** Data records follows **
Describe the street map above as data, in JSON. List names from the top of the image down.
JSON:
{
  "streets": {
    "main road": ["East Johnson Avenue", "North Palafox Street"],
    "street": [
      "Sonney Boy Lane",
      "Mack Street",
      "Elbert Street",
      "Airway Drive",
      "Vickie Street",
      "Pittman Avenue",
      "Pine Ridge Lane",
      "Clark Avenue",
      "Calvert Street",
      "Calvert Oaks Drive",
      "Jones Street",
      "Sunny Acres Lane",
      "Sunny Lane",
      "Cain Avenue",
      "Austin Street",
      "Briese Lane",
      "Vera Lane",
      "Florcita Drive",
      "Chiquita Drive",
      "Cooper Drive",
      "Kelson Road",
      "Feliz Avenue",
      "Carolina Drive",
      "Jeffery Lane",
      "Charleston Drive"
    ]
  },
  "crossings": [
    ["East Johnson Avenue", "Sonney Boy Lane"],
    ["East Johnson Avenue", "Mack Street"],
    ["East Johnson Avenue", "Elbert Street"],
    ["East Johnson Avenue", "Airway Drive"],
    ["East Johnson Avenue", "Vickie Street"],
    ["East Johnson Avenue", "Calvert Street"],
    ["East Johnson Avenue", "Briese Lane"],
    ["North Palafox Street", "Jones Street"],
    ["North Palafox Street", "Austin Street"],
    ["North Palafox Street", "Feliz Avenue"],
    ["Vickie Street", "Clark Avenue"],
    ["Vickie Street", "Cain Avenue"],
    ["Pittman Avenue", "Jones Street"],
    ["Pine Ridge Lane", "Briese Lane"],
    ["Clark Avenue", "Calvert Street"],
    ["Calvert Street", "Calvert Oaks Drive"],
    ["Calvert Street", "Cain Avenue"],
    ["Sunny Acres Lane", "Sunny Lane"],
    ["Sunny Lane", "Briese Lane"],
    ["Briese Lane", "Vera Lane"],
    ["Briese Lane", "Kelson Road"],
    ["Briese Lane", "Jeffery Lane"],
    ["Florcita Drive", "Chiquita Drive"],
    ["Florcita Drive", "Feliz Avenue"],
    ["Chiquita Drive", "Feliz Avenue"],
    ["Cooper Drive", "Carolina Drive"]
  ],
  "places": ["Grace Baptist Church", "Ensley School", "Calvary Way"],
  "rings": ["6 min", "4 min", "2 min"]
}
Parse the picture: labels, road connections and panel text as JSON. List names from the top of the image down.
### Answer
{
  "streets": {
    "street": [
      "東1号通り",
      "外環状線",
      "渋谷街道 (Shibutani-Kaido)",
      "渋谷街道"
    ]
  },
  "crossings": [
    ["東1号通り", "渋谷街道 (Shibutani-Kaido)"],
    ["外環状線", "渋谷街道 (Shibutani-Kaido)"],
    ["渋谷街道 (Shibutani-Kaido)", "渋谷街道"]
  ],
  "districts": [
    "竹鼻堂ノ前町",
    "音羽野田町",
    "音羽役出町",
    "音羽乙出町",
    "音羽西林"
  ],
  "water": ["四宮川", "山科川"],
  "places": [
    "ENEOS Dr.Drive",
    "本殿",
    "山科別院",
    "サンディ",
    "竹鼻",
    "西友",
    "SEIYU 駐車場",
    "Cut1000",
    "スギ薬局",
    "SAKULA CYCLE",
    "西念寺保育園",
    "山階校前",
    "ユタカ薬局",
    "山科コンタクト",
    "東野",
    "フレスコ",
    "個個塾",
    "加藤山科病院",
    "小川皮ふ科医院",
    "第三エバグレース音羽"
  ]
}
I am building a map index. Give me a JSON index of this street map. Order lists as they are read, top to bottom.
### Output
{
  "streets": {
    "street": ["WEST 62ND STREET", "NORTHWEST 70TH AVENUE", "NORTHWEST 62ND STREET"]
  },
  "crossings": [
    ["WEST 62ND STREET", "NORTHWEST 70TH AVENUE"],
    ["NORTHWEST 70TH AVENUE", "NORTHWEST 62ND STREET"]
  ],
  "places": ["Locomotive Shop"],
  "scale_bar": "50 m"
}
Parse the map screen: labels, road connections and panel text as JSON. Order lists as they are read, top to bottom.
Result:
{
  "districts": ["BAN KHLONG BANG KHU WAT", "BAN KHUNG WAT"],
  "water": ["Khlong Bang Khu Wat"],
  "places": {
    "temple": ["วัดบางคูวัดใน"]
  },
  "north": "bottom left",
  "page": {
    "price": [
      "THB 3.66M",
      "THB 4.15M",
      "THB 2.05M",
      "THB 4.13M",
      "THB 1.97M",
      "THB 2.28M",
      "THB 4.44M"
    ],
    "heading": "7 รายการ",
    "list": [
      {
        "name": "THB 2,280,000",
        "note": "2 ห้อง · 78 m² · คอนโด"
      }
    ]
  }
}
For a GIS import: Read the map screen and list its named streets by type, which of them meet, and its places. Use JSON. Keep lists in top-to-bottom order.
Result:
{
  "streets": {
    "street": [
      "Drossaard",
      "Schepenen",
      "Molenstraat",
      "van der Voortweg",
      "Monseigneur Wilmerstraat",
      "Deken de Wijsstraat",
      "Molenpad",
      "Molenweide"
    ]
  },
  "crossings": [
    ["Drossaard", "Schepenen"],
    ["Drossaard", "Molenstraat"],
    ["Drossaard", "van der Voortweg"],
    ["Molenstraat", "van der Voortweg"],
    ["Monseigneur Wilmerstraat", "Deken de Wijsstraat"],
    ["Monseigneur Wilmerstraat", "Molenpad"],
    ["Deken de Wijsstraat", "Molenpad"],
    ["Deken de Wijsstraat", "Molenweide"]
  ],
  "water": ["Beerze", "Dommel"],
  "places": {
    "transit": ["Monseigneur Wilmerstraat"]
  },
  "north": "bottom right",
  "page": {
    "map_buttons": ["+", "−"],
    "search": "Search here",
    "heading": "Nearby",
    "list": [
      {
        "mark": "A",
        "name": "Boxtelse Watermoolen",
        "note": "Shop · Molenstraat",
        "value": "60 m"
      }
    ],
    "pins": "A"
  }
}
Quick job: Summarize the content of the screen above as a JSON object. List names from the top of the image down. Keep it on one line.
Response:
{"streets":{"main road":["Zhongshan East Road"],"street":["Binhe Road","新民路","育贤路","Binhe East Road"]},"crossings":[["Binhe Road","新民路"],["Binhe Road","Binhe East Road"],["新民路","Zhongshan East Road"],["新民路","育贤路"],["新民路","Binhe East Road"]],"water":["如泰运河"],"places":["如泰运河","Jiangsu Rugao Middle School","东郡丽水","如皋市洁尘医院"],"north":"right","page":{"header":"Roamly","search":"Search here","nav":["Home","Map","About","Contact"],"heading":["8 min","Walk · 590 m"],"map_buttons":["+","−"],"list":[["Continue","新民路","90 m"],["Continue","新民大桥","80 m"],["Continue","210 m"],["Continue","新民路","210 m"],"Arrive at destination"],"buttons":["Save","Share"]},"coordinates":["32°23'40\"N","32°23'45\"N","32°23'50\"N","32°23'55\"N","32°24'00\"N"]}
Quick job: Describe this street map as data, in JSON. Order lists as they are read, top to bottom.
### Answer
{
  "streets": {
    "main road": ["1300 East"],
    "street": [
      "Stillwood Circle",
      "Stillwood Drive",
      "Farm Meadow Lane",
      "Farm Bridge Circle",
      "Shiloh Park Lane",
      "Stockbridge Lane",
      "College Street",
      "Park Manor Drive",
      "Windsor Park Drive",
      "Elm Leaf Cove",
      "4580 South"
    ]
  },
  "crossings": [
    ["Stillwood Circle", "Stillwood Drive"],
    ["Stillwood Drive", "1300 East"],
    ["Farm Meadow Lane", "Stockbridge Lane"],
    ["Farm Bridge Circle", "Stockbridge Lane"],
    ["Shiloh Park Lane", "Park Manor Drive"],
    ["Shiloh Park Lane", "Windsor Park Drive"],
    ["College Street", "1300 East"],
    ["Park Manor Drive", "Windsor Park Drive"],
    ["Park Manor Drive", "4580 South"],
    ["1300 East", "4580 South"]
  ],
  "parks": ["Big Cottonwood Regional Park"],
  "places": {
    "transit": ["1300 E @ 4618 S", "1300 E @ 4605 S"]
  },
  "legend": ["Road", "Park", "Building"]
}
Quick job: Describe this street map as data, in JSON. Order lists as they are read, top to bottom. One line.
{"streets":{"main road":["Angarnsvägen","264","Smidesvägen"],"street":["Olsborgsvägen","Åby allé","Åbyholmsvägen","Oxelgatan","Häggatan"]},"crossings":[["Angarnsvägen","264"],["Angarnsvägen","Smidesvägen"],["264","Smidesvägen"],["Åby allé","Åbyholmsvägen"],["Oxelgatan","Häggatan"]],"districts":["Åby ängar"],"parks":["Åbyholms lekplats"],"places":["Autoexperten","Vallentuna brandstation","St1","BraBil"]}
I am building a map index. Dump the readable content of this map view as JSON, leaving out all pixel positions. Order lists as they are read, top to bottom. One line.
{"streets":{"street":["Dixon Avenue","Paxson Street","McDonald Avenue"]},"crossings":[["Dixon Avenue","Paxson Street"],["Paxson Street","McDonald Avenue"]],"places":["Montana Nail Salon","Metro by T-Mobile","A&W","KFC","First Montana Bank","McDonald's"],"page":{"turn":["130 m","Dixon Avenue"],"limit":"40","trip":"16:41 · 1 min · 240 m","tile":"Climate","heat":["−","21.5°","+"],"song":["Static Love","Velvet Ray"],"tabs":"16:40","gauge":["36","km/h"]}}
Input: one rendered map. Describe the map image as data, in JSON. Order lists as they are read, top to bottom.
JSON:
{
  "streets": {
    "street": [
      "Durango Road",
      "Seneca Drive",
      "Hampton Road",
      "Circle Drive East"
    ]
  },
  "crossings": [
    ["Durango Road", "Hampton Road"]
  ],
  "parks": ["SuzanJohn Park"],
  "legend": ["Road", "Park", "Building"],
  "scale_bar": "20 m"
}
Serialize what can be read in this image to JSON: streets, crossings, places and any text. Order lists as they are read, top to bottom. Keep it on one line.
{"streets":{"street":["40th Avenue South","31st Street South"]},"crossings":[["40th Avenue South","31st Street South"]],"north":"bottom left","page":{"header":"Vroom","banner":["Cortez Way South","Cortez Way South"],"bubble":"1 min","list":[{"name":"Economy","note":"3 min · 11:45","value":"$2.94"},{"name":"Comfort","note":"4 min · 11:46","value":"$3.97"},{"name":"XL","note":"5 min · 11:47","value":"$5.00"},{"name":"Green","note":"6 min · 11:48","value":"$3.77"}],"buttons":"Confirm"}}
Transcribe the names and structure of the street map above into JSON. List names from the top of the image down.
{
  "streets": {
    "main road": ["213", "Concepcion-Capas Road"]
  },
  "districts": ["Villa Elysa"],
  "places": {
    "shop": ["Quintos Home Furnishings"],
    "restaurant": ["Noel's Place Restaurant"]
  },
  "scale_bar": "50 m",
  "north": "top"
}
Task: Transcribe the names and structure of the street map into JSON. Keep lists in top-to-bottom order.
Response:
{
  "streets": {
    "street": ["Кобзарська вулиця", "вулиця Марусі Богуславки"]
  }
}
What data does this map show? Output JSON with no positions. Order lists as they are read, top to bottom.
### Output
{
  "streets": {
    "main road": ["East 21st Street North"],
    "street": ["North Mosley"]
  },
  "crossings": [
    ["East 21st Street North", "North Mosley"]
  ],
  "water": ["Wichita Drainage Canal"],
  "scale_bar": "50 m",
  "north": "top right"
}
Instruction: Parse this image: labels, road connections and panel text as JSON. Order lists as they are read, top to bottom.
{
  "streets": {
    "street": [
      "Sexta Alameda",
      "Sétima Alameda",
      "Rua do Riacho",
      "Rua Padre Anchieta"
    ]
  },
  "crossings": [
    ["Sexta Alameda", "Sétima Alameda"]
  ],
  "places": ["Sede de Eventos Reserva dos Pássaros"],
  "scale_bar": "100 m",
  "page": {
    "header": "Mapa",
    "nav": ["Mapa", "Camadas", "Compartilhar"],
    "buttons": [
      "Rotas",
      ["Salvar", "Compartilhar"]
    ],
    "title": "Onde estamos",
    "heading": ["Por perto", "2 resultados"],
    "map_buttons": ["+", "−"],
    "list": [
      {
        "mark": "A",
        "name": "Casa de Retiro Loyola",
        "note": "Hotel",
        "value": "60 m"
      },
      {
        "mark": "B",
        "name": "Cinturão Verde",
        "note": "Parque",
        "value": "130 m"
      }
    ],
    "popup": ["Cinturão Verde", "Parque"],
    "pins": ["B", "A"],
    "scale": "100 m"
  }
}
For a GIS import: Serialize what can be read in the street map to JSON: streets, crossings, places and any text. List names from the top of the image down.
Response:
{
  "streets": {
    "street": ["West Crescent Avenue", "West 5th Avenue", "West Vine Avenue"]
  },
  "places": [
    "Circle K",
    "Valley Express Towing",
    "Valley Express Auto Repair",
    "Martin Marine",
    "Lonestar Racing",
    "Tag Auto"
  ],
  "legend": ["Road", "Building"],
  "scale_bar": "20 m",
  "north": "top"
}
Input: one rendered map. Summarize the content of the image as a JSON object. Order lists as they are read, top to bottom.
** End of Data records **
● **Action item**:
Restate word for word each line of the data from the one with "Instruction: Parse this" to the last, keeping both ends.

● **Answer to this exercise**:
Instruction: Parse this image: labels, road connections and panel text as JSON. Order lists as they are read, top to bottom.
{
  "streets": {
    "street": [
      "Sexta Alameda",
      "Sétima Alameda",
      "Rua do Riacho",
      "Rua Padre Anchieta"
    ]
  },
  "crossings": [
    ["Sexta Alameda", "Sétima Alameda"]
  ],
  "places": ["Sede de Eventos Reserva dos Pássaros"],
  "scale_bar": "100 m",
  "page": {
    "header": "Mapa",
    "nav": ["Mapa", "Camadas", "Compartilhar"],
    "buttons": [
      "Rotas",
      ["Salvar", "Compartilhar"]
    ],
    "title": "Onde estamos",
    "heading": ["Por perto", "2 resultados"],
    "map_buttons": ["+", "−"],
    "list": [
      {
        "mark": "A",
        "name": "Casa de Retiro Loyola",
        "note": "Hotel",
        "value": "60 m"
      },
      {
        "mark": "B",
        "name": "Cinturão Verde",
        "note": "Parque",
        "value": "130 m"
      }
    ],
    "popup": ["Cinturão Verde", "Parque"],
    "pins": ["B", "A"],
    "scale": "100 m"
  }
}
For a GIS import: Serialize what can be read in the street map to JSON: streets, crossings, places and any text. List names from the top of the image down.
Response:
{
  "streets": {
    "street": ["West Crescent Avenue", "West 5th Avenue", "West Vine Avenue"]
  },
  "places": [
    "Circle K",
    "Valley Express Towing",
    "Valley Express Auto Repair",
    "Martin Marine",
    "Lonestar Racing",
    "Tag Auto"
  ],
  "legend": ["Road", "Building"],
  "scale_bar": "20 m",
  "north": "top"
}
Input: one rendered map. Summarize the content of the image as a JSON object. Order lists as they are read, top to bottom.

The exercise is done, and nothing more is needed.